Third: 1970, the first federal government under a Social Democratic Chancellor, Willy Brandt, negotiates the Eastern treaties with Moscow and Warsaw. During the negotiations, Polish Deputy Foreign Minister Winiewicz officially confirmed Poland’s waiver of German reparations.

Fourth: The Warsaw Treaty of 1972 ends up before the Federal Constitutional Court. It’s about the course of the Polish border, but not only about it, but also about property claims by those displaced from their homeland – they lost their belongings in the course of Poland’s westward shift. The Karlsruhe judges also have to deal with the question of reparations. In their verdict, they state clearly and unequivocally that when the Warsaw Pact was signed, Polish claims for reparations no longer existed.

Fifth: 1990, the Two Plus Four negotiations. Germany and the GDR are negotiating the status of Germany with the former Allies, with the Americans, the Russians, the French and the British. The Polish government is not officially involved, but is, as the diplomatic term goes, “involved” in talks.

In the Two Plus Four Treaty, which ultimately establishes the sovereignty of Germany as a whole, there is no mention of reparations. But something else is decisive in terms of international law: in the talks taking place parallel to the negotiations, Poland never put forward demands for reparations. This means that they are done with – mind you: not from the point of view of the Federal Government, but according to internationally binding international law.

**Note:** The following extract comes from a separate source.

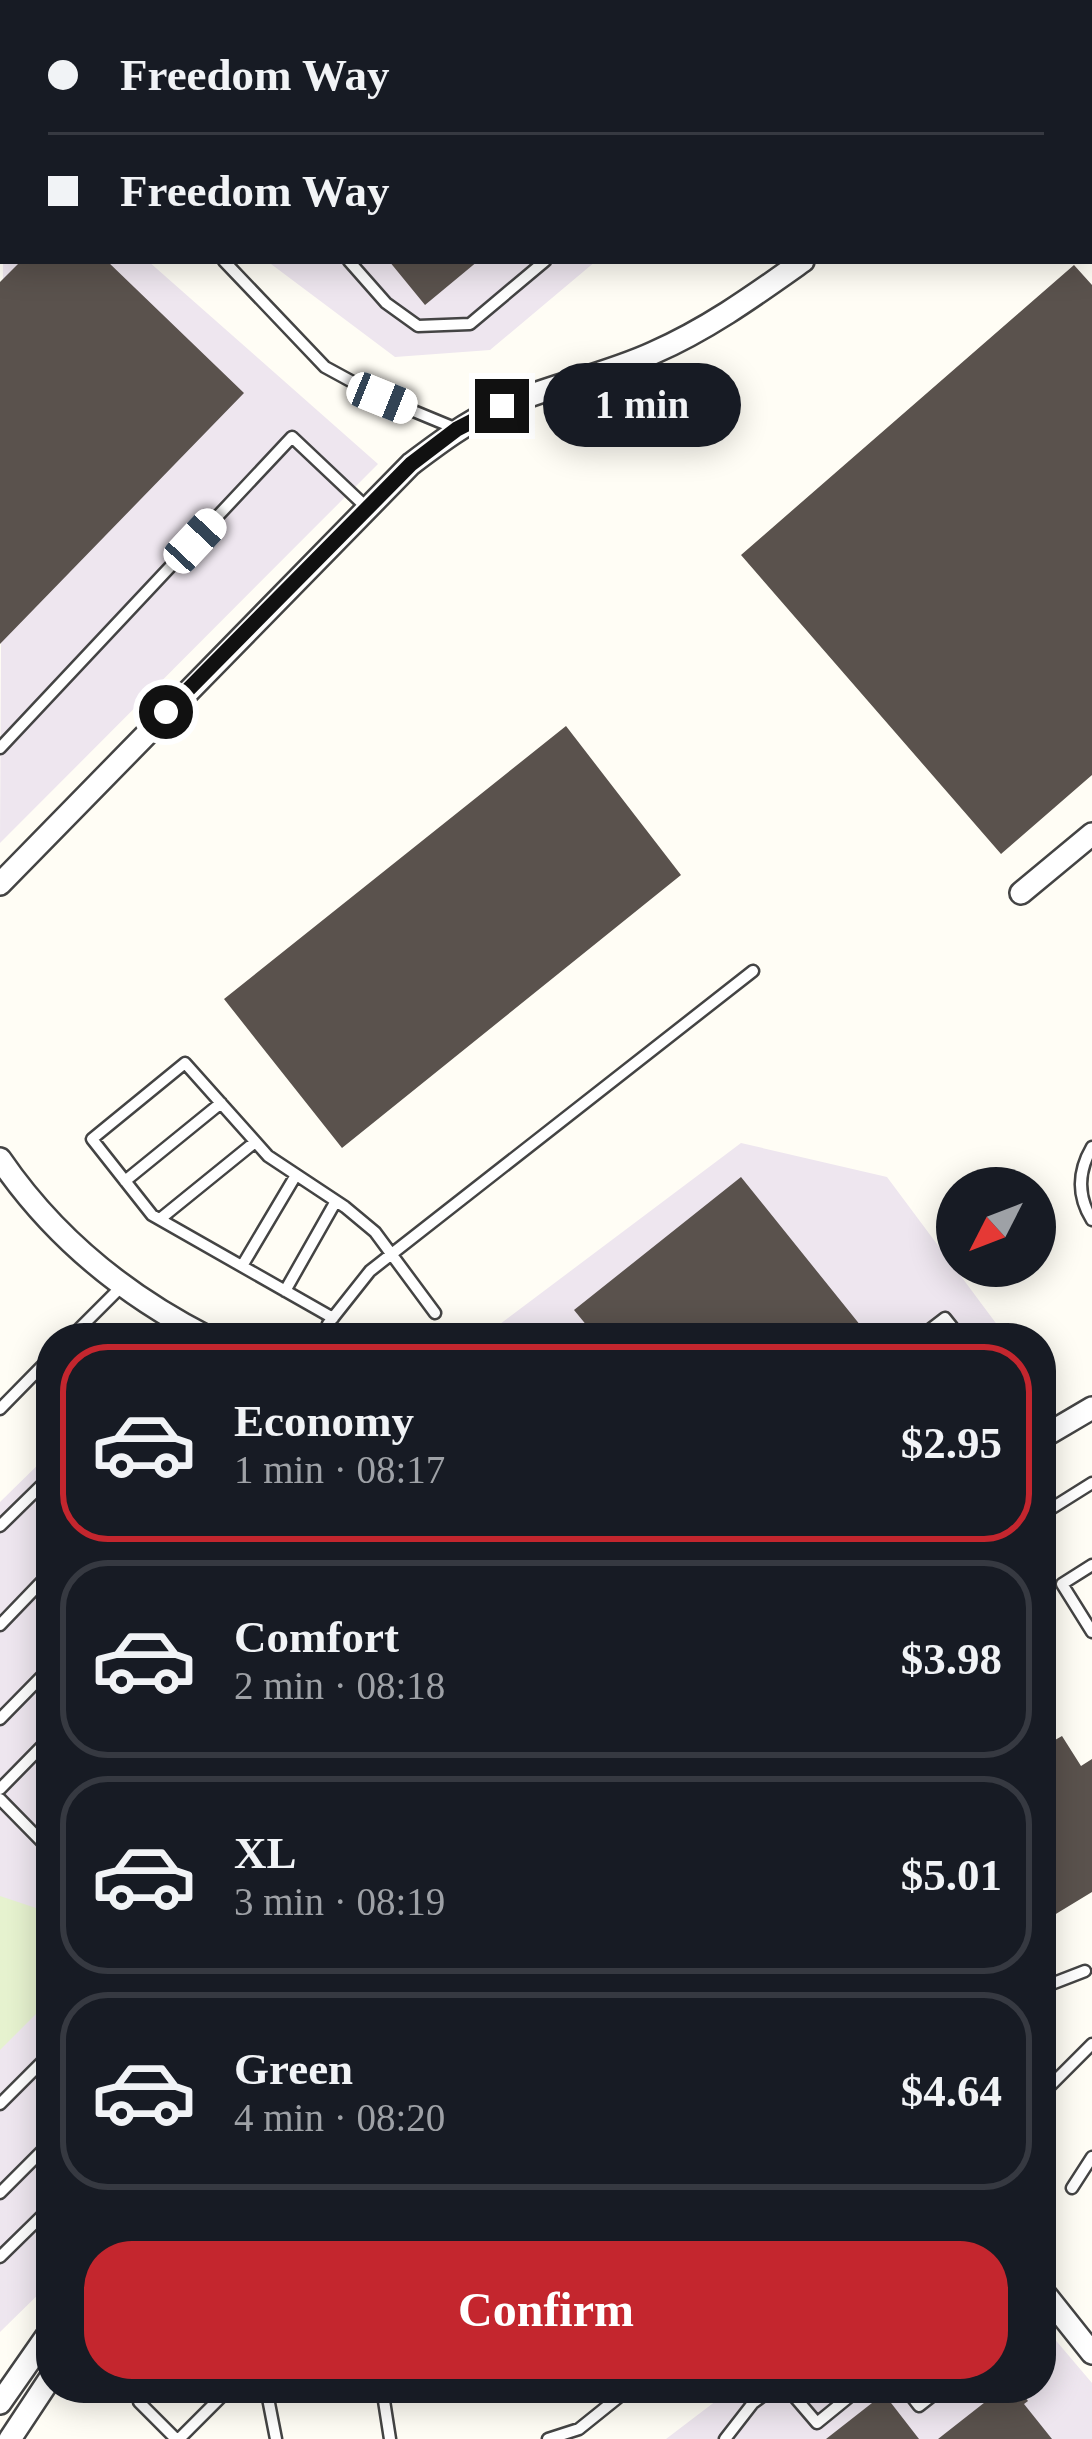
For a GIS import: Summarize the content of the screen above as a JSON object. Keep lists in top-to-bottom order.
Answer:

Sixth: 1991, the German-Polish Friendship Treaty. After German reunification, relations between Germany as a whole and Poland were put on a new footing – former East-West bloc opponents became political partners. That is why the friendship treaty does not provide for any reparations.

Conclusion:

Legally, the matter is clear: Poland has no justifiable claim under international law to reparations from Germany, because it itself has waived this several times and because reparations have already been paid in another way – via the Soviet Union.

Politically, what Warsaw is doing is bad style that violates the spirit of the German-Polish friendship treaty. And in reality, only one person is helping who is pursuing the goal of driving the West apart: Vladimir Putin.